● The problem: Check every line of the records below for the string "align", then report only how many lines have it.

━━ Entries supplied

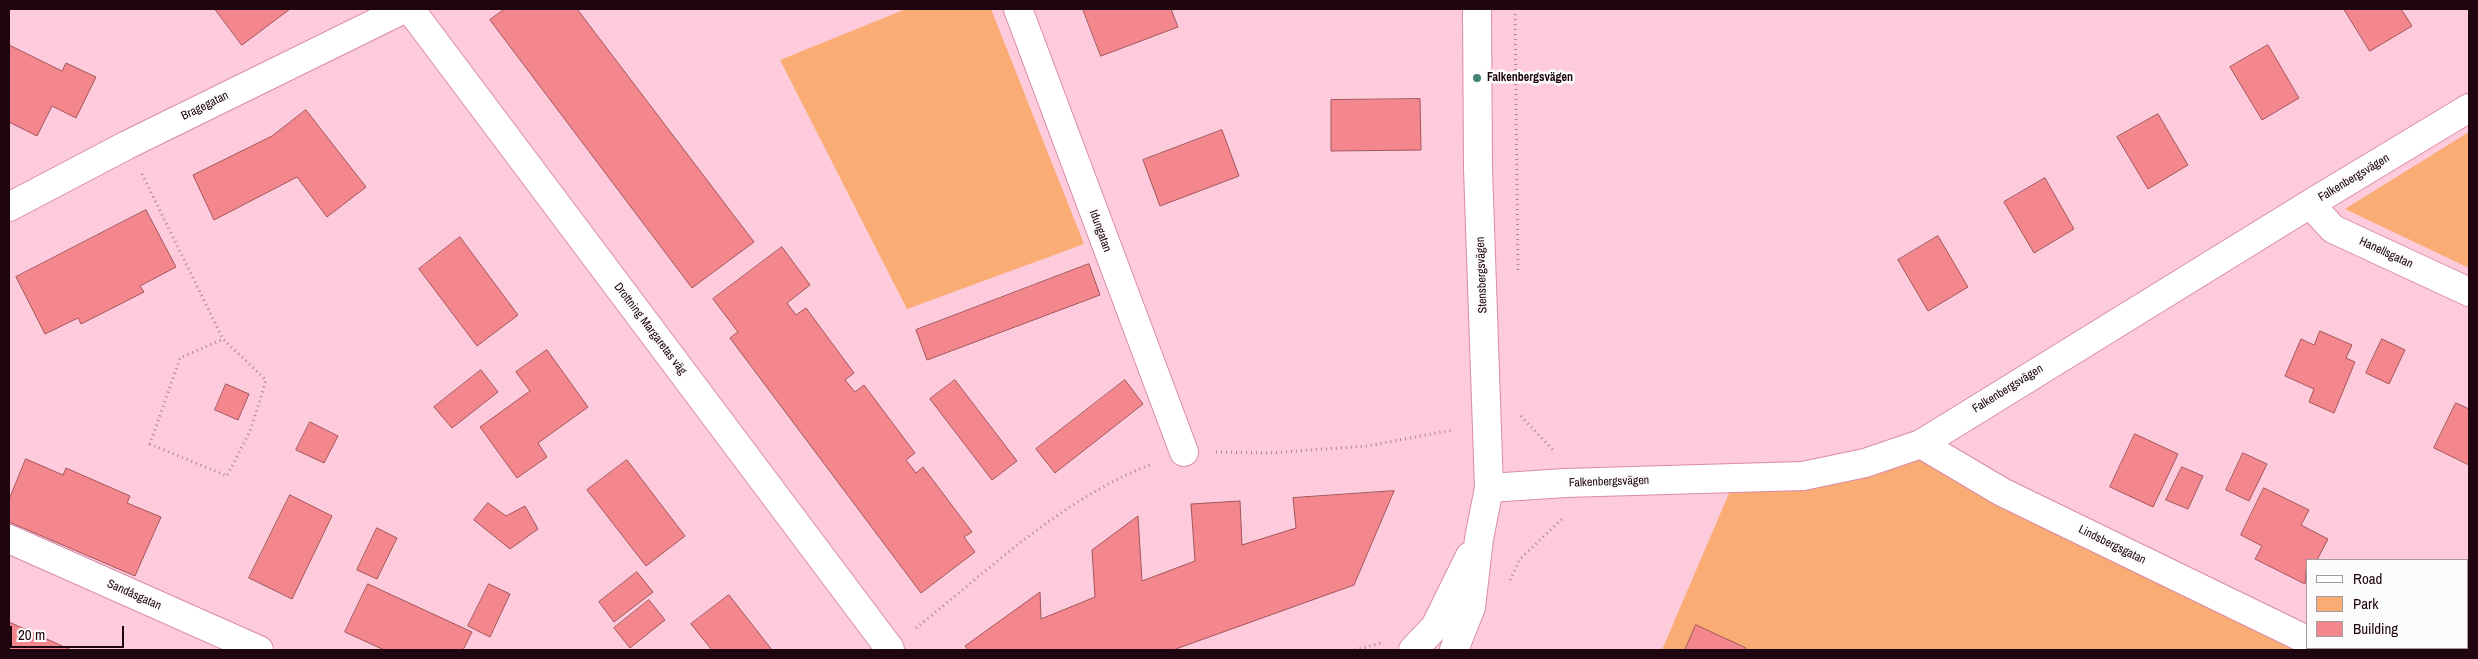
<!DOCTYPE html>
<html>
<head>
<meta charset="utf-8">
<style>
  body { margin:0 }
  #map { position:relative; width:2478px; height:659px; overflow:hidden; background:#fdcbdc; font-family:"Archivo Narrow",sans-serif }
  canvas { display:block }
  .frame { position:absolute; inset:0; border:10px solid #1f050f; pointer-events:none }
  .legend { position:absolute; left:2306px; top:559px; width:162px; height:90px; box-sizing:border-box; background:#fcfcfc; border:1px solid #a4999d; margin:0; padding:6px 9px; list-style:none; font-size:15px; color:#1f050f }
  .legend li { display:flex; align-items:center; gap:10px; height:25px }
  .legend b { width:25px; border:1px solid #a4999d }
  .scale { position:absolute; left:10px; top:626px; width:114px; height:22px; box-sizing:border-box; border:2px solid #1f050f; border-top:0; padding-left:6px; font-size:15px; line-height:18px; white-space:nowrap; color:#1f050f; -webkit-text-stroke:4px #fcfcfc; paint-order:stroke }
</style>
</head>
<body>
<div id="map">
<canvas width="2478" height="659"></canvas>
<div class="frame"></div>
<ul class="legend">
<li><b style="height:6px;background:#fff"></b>Road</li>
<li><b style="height:14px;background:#f9ac74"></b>Park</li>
<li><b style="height:14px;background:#f4868d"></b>Building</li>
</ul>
<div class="scale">20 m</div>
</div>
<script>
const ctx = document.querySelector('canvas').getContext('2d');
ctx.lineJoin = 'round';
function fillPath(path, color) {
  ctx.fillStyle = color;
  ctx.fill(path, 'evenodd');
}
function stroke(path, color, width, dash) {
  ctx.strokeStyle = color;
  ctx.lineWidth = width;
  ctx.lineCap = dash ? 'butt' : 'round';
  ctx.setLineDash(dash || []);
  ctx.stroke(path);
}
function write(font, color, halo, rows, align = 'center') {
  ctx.font = font + ' "Archivo Narrow",sans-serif';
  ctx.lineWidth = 5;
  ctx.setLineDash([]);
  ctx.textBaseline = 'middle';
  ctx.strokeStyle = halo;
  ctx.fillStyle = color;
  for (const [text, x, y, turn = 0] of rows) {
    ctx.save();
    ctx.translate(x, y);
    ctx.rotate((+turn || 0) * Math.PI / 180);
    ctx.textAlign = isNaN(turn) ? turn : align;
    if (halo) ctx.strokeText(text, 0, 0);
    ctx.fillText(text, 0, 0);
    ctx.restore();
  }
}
const green = new Path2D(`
  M906,9H991L1084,244L907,309L780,60Z
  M2469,132V268L2345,209Z
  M1921,444L2329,650H1662L1736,477Z`);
const building = new Path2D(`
  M215,9H290L242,45Z
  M505,9H577L754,242L692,288L490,20Z
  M1083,9H1171L1178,27L1101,56Z
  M2344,9H2401L2412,26L2370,51Z
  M9,45L62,71L66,63L96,77L76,118L52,106L37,136L9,122Z
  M2268,45L2299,98L2262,120L2230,67Z
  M1420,99L1421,150L1331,151V100Z
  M306,110L366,187L327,217L297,177L214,220L193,175L272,136Z
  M2158,114L2188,165L2148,189L2117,137Z
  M1222,130L1239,176L1160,206L1143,160Z
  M2045,178L2074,229L2034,253L2004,202Z
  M146,210L176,267L140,286L144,292L81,324L78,318L45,334L16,277Z
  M1938,236L1968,287L1928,311L1898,260Z
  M460,237L518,315L477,346L419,269Z
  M782,247L810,285L787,303L796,315L806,308L854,373L845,380L855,392L864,385L915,453L906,460L916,473L923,467L972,532L964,537L975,552L921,593L730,338L738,332L713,299Z
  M1089,264L1100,295L927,360L916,330Z
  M2320,331L2352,345L2346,358L2355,362L2334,413L2309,402L2314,389L2285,376L2301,339L2314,345Z
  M2382,339L2405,350L2389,384L2366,373Z
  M547,350L588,407L538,443L547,457L517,478L480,427L530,391L516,372Z
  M481,370L498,392L452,428L434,407Z
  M955,380L1017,461L992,480L930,399Z
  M1125,380L1143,404L1055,473L1036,449Z
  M226,384L249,394L238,420L215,410Z
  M2456,403L2469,409V465L2434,448Z
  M310,422L338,436L324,463L296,450Z
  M2135,434L2178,454L2153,507L2110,487Z
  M2243,453L2267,464L2249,501L2226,490Z
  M26,459L63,475L66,468L130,496L127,503L161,517L135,576L9,522V500Z
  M627,460L685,536L646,566L587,490Z
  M2182,467L2203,476L2188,509L2166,500Z
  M2264,488L2309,510L2301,525L2328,539L2317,560H2307L2305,584L2255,559L2262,546L2241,535Z
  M1394,491L1354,585L1173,650H968L965,646L1040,592L1041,619L1095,597L1092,550L1138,516L1142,581L1195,561L1191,504L1240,501L1242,545L1296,528L1293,498Z
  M290,495L332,516L292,599L249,578Z
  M488,503L506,516L525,506L538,529L510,549L474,520Z
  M377,528L397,538L377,579L357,570Z
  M637,572L653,592L614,622L599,602Z
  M368,584L472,632L463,650H384L345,632Z
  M489,584L510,594L490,637L468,626Z
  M729,595L772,650H712L691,624Z
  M649,600L665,620L630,648L614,628Z
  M9,622L71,650H9Z
  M1696,625L1746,648L1745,650H1685Z`);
const path = new Path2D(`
  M1515,9L1518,271
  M142,174L223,339L266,380L251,429L227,476L150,444L180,358L223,339
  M1521,416L1553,450
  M1216,452L1269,453L1367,446L1453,430
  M1510,580L1520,559L1564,517
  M916,628C990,569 1063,498 1152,464
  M1355,650L1381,643`);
const street = new Path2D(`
  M410,9L890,649
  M1018,9L1184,452
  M2310,204L2333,229L2469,292
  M9,207L127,145L404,9
  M1921,444L2002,492L2307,640
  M1489,488L1565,483L1803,476L1865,463L1921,444L2310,204L2469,108
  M9,539L259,650
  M2324,648L2329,650
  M1413,650L1435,627L1470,556
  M1454,650L1471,607L1479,539L1489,488L1478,169L1477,9`);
const markers = [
  [1477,78,5,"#438475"]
];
const poiNames = [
  ["Falkenbergsvägen",1487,78]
];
const streetNames = [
  ["Bragegatan",205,106,-26],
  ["Falkenbergsvägen",2354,178,-31],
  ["Idungatan",1100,231,70],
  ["Hanellsgatan",2386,253,25],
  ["Stensbergsvägen",1482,275,-92],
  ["Drottning Margaretas väg",650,329,53],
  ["Falkenbergsvägen",2008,389,-32],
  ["Falkenbergsvägen",1609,482,-2],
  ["Lindsbergsgatan",2112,545,26],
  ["Sandåsgatan",134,595,24]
];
fillPath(green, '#f9ac74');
fillPath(building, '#f4868d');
stroke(building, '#a1565b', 1);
stroke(street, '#d98ca8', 30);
stroke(path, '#ad8392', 3, [1, 4]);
stroke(street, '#fff', 28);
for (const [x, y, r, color] of markers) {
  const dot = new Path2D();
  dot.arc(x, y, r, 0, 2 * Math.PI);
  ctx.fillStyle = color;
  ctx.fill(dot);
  stroke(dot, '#fcfcfc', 2);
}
write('bold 12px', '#1f050f', '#fcfcfc', poiNames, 'left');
write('12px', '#1f050f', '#fcfcfc', streetNames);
</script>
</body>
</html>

━━━━

● Exercise output: 3